# Multiboot Data

In this chapter we'll parse the multiboot information structure passed
to the kernel from the bootloader.

## Passing the data to the kernel
When a multiboot compliant bootloader passes controll to the kernel, the
registers `eax` and `ebx` contains a magic number and a pointer to the
multiboot information structure respectively.

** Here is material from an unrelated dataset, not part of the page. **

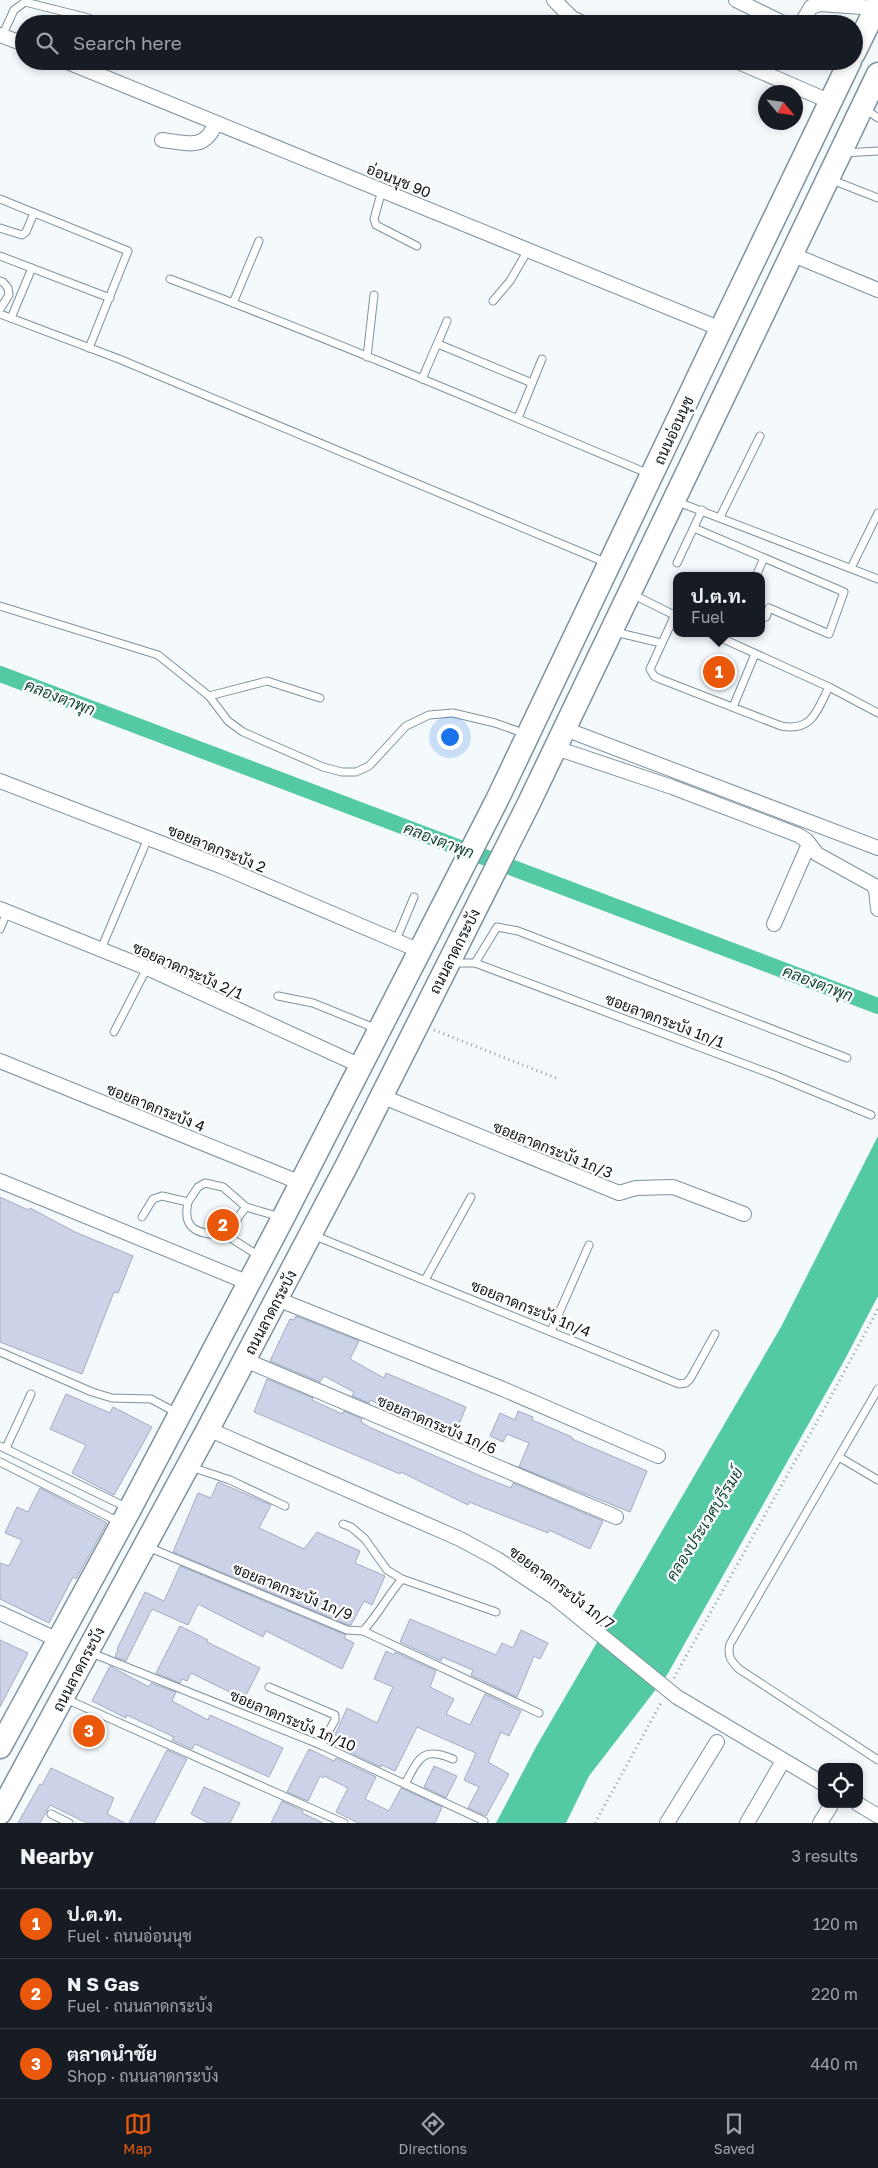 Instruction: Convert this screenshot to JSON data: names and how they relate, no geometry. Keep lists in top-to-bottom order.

If we wish to pass those on to the kernel main function, we can do that
according to the System V ABI calling convention. According to this,
the first two arguments to a function should be passed in the `rdi` and
`rsi` registers for x86\_64. Those obviously correspond to `edi` and
`esi` in 32-bit mode, and luckily those registers are unused throughout
the entire long mode transition process, untill we call `kmain`.

So everything we need to to do preserve the information is to move it
into those registers. Might as well do that as soon as possible.

`src/kernel/boot/boot.S`
```asm
...
_start:
  cli

  mov edi, eax
  mov esi, ebx

...
```

And `kmain` is updated accordingly:
`src/kernel/boot/kmain.c`
```c
...
void kmain(uint64_t multiboot_magic, void *multiboot_data)
{
...
```

## Reading the multiboot information

Reading the data passed from the bootloader is actually pretty straight
forward. It's stored as a list of "tags" with a 32 bit type and 32 bit
size followed by the data.

I just step through the tag list and save the data I want into a global
structure. The only possible pitfall is that tags are 8 byte alligned,
so finding the next tag can look like:

```c
int padded_size = tag->size + ((tag->size % 8)?(8-(tag->size%8)):0);
tag = incptr(tag, padded_size);
```

`incptr` is just a macro I made to move a pointer a number of bytes
forward or backward. Quite useful.

```c
#define incptr(p, n) ((void *)(((uintptr_t)(p)) + (n)))
```

For now, I only save the bootloader name (type 2) and kernel commandline
(type 1), and that's just for testing purposes. Later we'll also want to
save and parse the memory map (type 6) and any modules (type 3).